» Try it: Verbatim reproduction of the entries is required; images must be omitted.

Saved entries
+ + + +

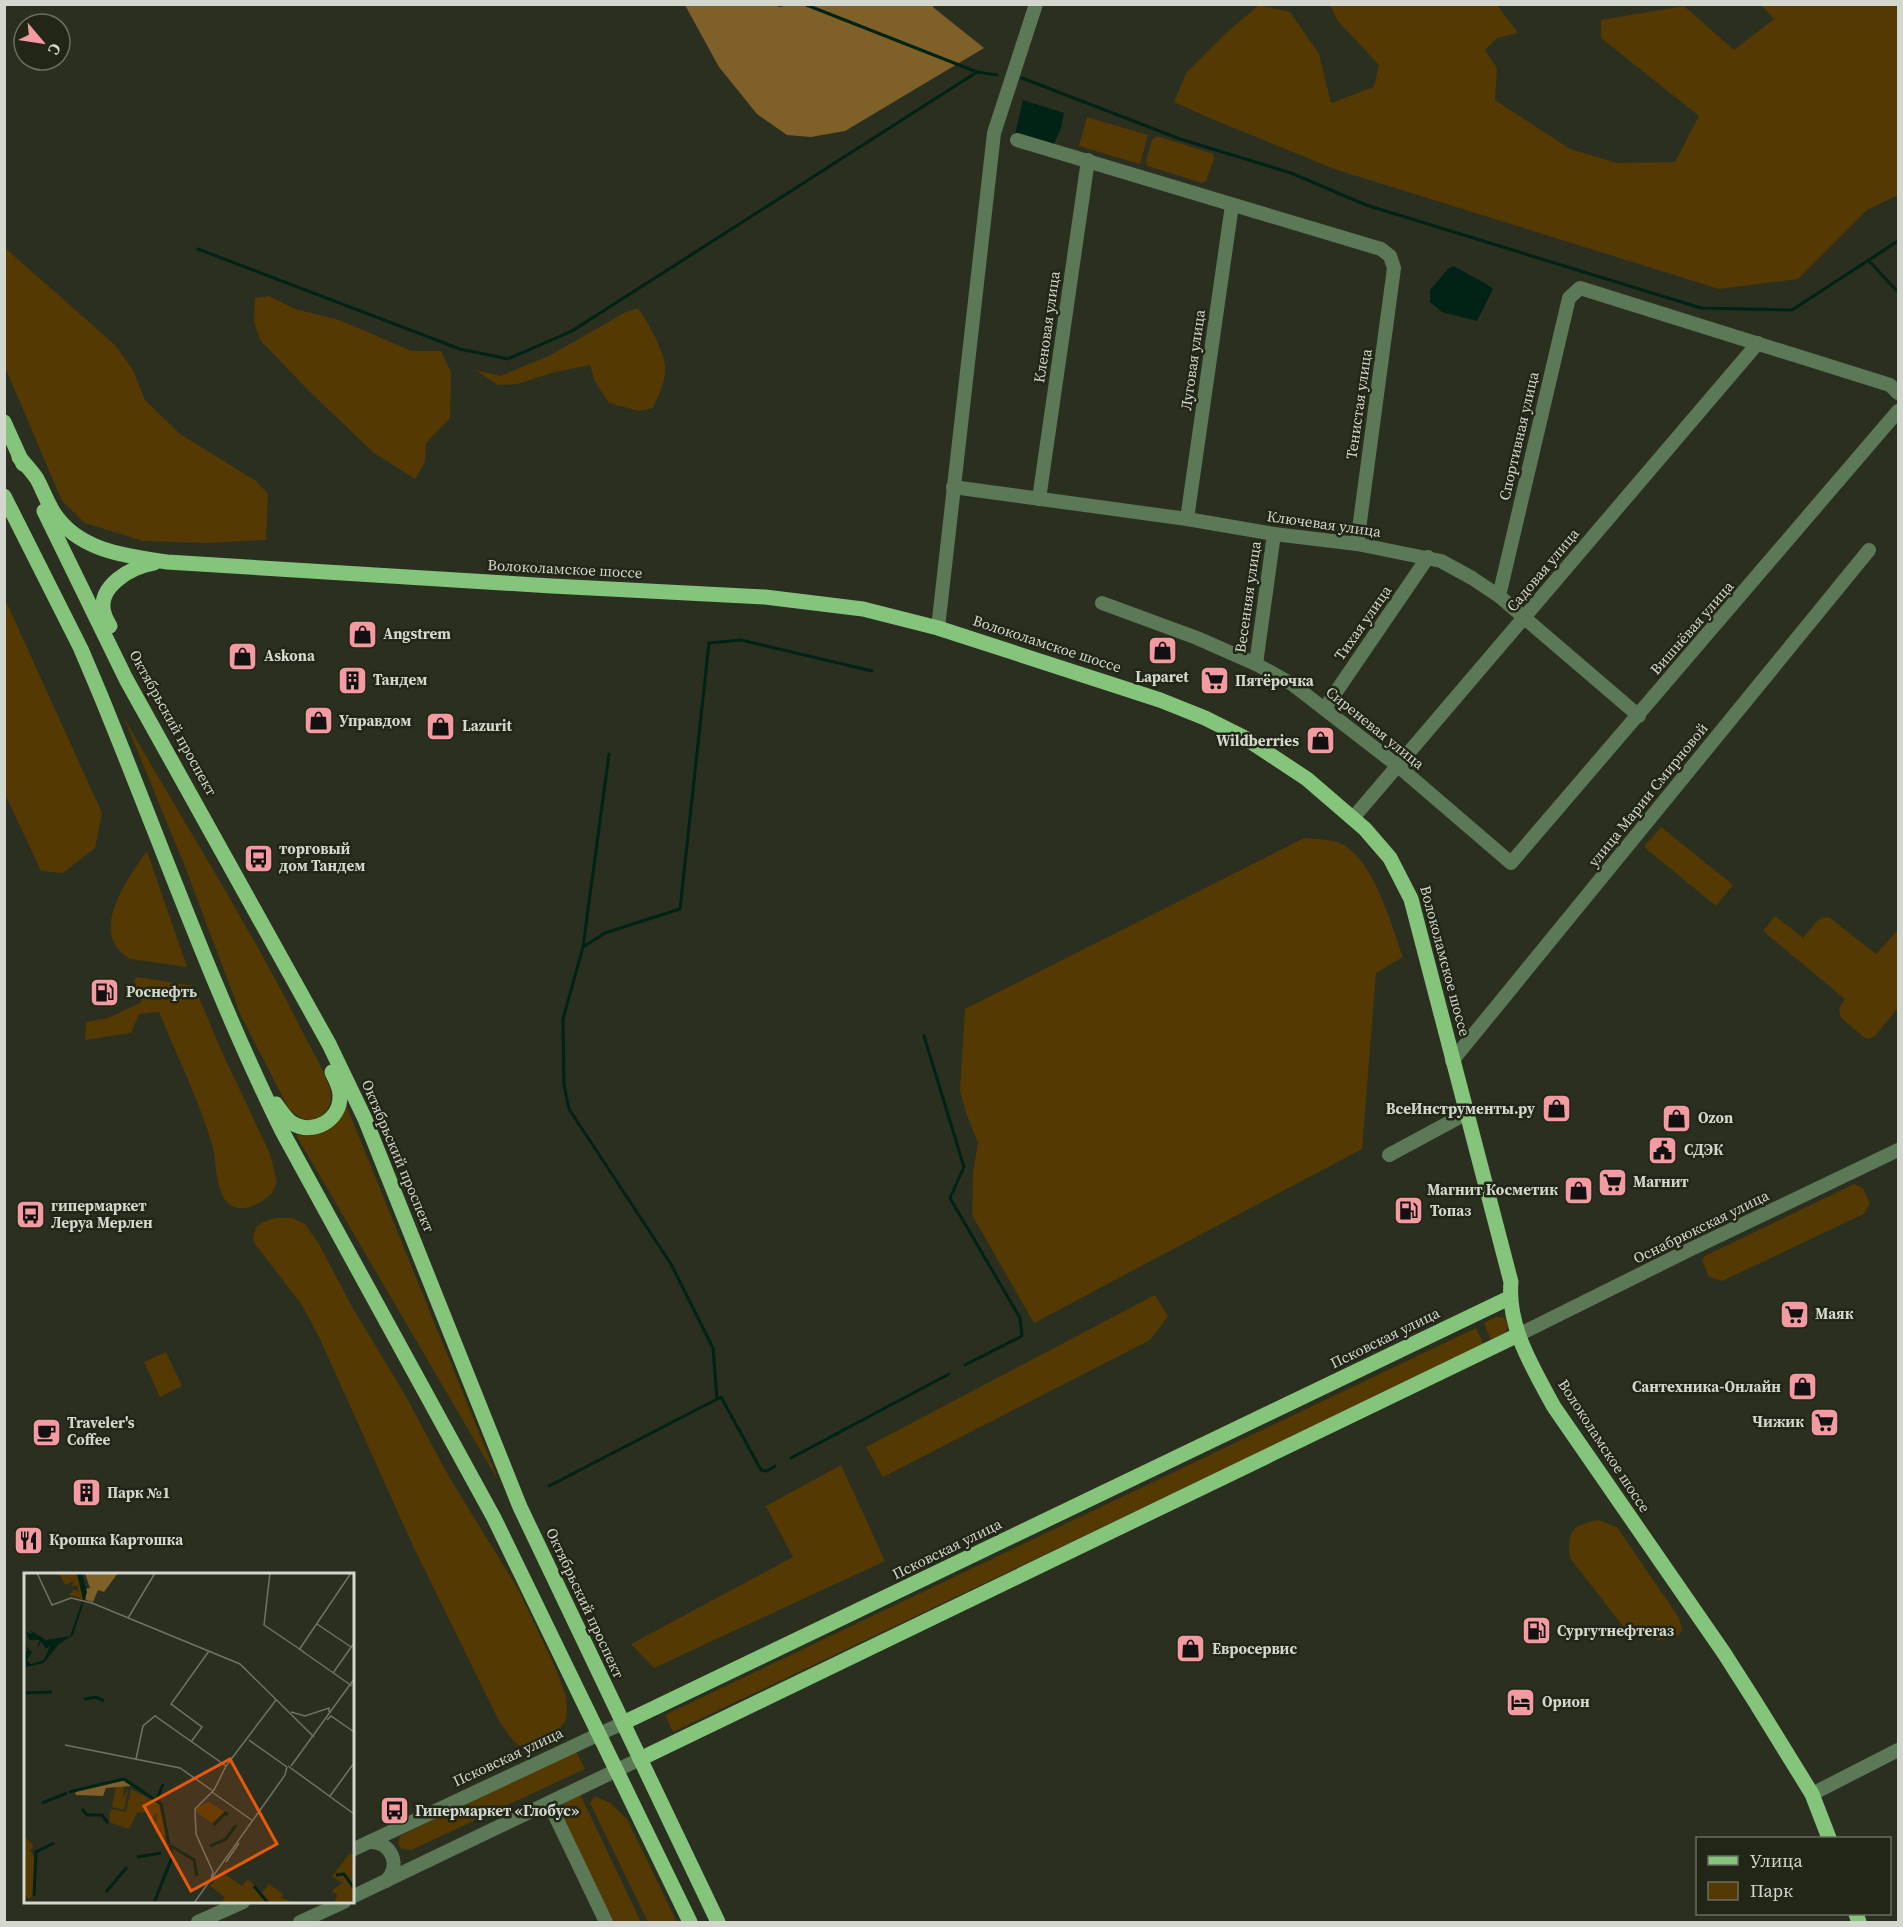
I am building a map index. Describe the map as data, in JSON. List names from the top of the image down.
{
  "streets": {
    "main road": ["Волоколамское шоссе", "Октябрьский проспект", "Псковская улица"],
    "street": [
      "Кленовая улица",
      "Луговая улица",
      "Тенистая улица",
      "Спортивная улица",
      "Ключевая улица",
      "Садовая улица",
      "Весенняя улица",
      "Тихая улица",
      "Вишнёвая улица",
      "Сиреневая улица",
      "улица Марии Смирновой",
      "Оснабрюкская улица"
    ]
  },
  "crossings": [
    ["Кленовая улица", "Ключевая улица"],
    ["Луговая улица", "Тенистая улица"],
    ["Луговая улица", "Ключевая улица"],
    ["Тенистая улица", "Ключевая улица"],
    ["Спортивная улица", "Ключевая улица"],
    ["Спортивная улица", "Садовая улица"],
    ["Ключевая улица", "Садовая улица"],
    ["Ключевая улица", "Весенняя улица"],
    ["Ключевая улица", "Тихая улица"],
    ["Ключевая улица", "Вишнёвая улица"],
    ["Волоколамское шоссе", "Садовая улица"],
    ["Волоколамское шоссе", "Октябрьский проспект"],
    ["Волоколамское шоссе", "улица Марии Смирновой"],
    ["Волоколамское шоссе", "Оснабрюкская улица"],
    ["Волоколамское шоссе", "Псковская улица"],
    ["Садовая улица", "Сиреневая улица"],
    ["Весенняя улица", "Сиреневая улица"],
    ["Тихая улица", "Сиреневая улица"],
    ["Вишнёвая улица", "Сиреневая улица"],
    ["Октябрьский проспект", "Псковская улица"]
  ],
  "places": {
    "shop": [
      "Angstrem",
      "Laparet",
      "Askona",
      "Управдом",
      "Lazurit",
      "Wildberries",
      "ВсеИнструменты.ру",
      "Ozon",
      "Магнит Косметик",
      "Сантехника-Онлайн",
      "Евросервис"
    ],
    "building": ["Тандем", "Парк №1"],
    "supermarket": [
      "Пятёрочка",
      "Магнит",
      "Маяк",
      "Чижик"
    ],
    "bus stop": ["торговый дом Тандем", "гипермаркет Леруа Мерлен", "Гипермаркет «Глобус»"],
    "fuel station": ["Роснефть", "Топаз", "Сургутнефтегаз"],
    "public building": ["СДЭК"],
    "cafe": ["Traveler's Coffee"],
    "restaurant": ["Крошка Картошка"],
    "hotel": ["Орион"]
  },
  "legend": ["Улица", "Парк"],
  "north": "bottom right"
}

+ + + +

» Output for this exercise:
I am building a map index. Describe the map as data, in JSON. List names from the top of the image down.
{
  "streets": {
    "main road": ["Волоколамское шоссе", "Октябрьский проспект", "Псковская улица"],
    "street": [
      "Кленовая улица",
      "Луговая улица",
      "Тенистая улица",
      "Спортивная улица",
      "Ключевая улица",
      "Садовая улица",
      "Весенняя улица",
      "Тихая улица",
      "Вишнёвая улица",
      "Сиреневая улица",
      "улица Марии Смирновой",
      "Оснабрюкская улица"
    ]
  },
  "crossings": [
    ["Кленовая улица", "Ключевая улица"],
    ["Луговая улица", "Тенистая улица"],
    ["Луговая улица", "Ключевая улица"],
    ["Тенистая улица", "Ключевая улица"],
    ["Спортивная улица", "Ключевая улица"],
    ["Спортивная улица", "Садовая улица"],
    ["Ключевая улица", "Садовая улица"],
    ["Ключевая улица", "Весенняя улица"],
    ["Ключевая улица", "Тихая улица"],
    ["Ключевая улица", "Вишнёвая улица"],
    ["Волоколамское шоссе", "Садовая улица"],
    ["Волоколамское шоссе", "Октябрьский проспект"],
    ["Волоколамское шоссе", "улица Марии Смирновой"],
    ["Волоколамское шоссе", "Оснабрюкская улица"],
    ["Волоколамское шоссе", "Псковская улица"],
    ["Садовая улица", "Сиреневая улица"],
    ["Весенняя улица", "Сиреневая улица"],
    ["Тихая улица", "Сиреневая улица"],
    ["Вишнёвая улица", "Сиреневая улица"],
    ["Октябрьский проспект", "Псковская улица"]
  ],
  "places": {
    "shop": [
      "Angstrem",
      "Laparet",
      "Askona",
      "Управдом",
      "Lazurit",
      "Wildberries",
      "ВсеИнструменты.ру",
      "Ozon",
      "Магнит Косметик",
      "Сантехника-Онлайн",
      "Евросервис"
    ],
    "building": ["Тандем", "Парк №1"],
    "supermarket": [
      "Пятёрочка",
      "Магнит",
      "Маяк",
      "Чижик"
    ],
    "bus stop": ["торговый дом Тандем", "гипермаркет Леруа Мерлен", "Гипермаркет «Глобус»"],
    "fuel station": ["Роснефть", "Топаз", "Сургутнефтегаз"],
    "public building": ["СДЭК"],
    "cafe": ["Traveler's Coffee"],
    "restaurant": ["Крошка Картошка"],
    "hotel": ["Орион"]
  },
  "legend": ["Улица", "Парк"],
  "north": "bottom right"
}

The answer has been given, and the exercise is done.